» **PROVIDED ENTRIES**
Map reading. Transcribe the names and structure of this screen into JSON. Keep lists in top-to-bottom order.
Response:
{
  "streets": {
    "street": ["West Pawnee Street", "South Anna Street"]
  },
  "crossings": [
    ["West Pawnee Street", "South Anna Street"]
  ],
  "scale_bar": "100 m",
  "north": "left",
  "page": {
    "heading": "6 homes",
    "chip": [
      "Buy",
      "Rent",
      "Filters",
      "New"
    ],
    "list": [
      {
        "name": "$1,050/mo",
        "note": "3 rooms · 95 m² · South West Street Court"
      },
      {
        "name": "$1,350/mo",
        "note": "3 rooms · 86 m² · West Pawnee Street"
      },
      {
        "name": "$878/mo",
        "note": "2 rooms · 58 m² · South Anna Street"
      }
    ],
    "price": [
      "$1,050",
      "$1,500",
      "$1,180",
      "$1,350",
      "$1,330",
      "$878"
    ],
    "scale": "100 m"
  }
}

...

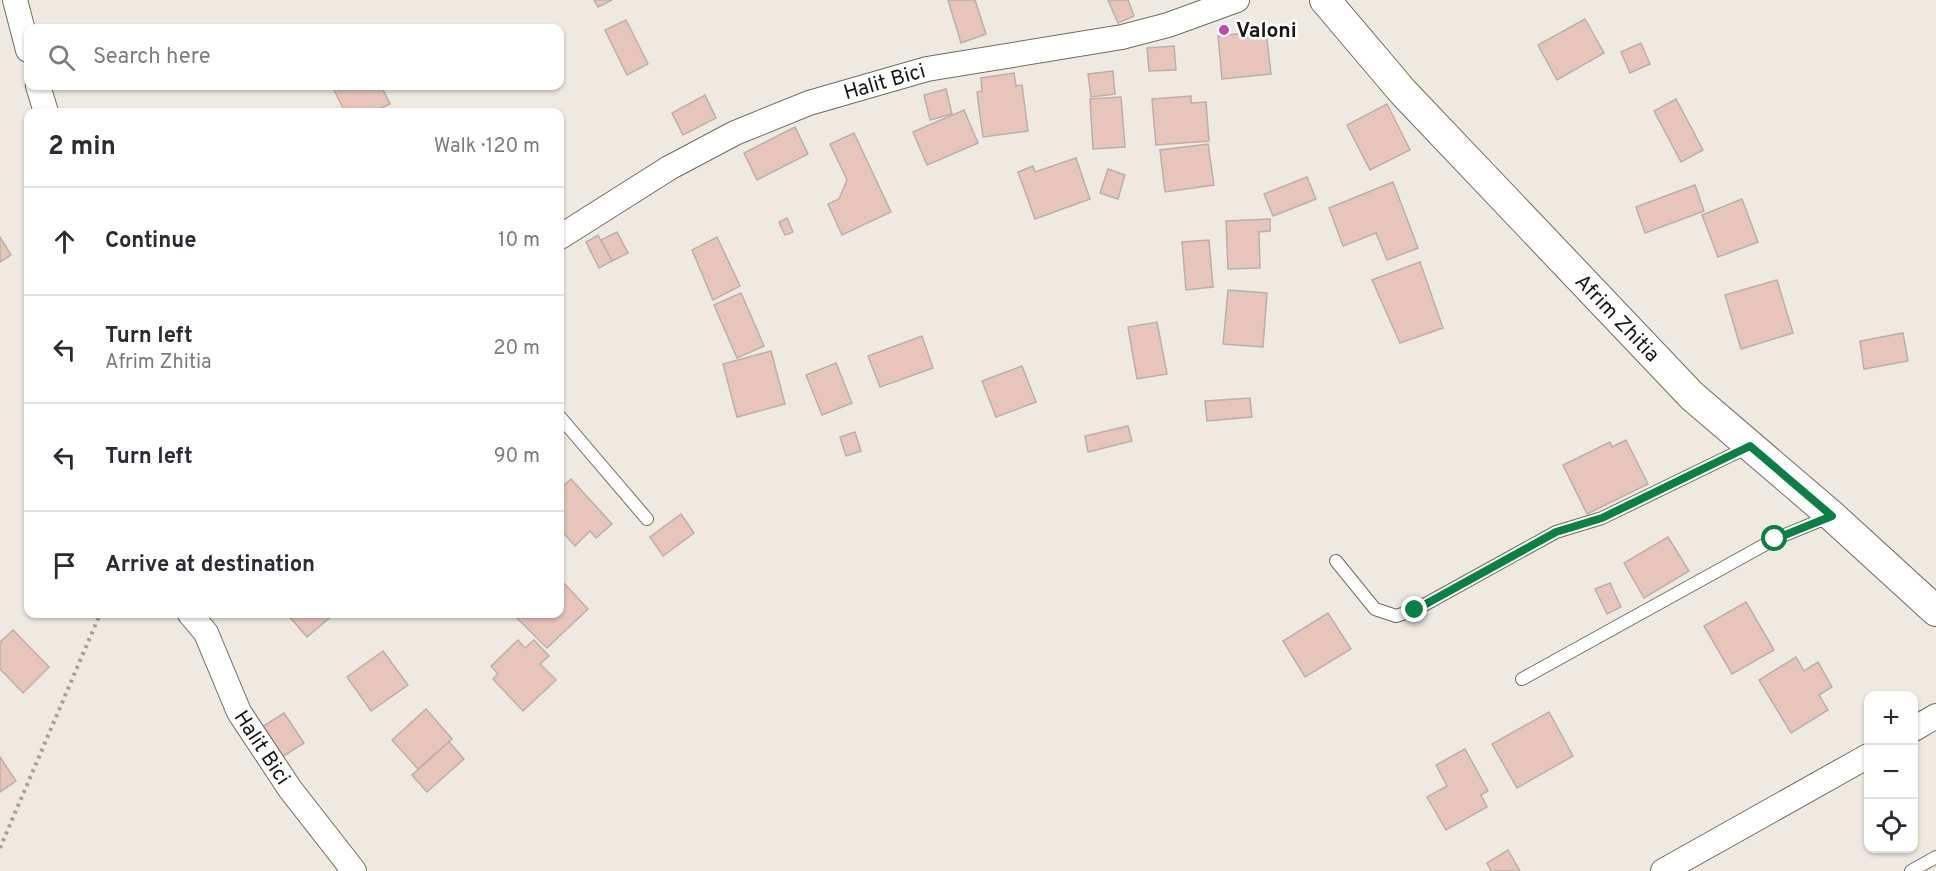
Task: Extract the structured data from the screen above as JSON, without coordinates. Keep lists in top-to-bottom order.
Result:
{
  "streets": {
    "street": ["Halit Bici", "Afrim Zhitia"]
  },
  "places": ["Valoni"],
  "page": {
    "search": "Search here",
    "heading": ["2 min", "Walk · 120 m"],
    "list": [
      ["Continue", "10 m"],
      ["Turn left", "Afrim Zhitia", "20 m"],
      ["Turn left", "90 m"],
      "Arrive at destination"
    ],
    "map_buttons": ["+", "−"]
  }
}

» **TASK PROMPT**
Could you work out how many lines above contain the string "lists"? Answer with the number only.

» **REPLY TO THE EXERCISE**
2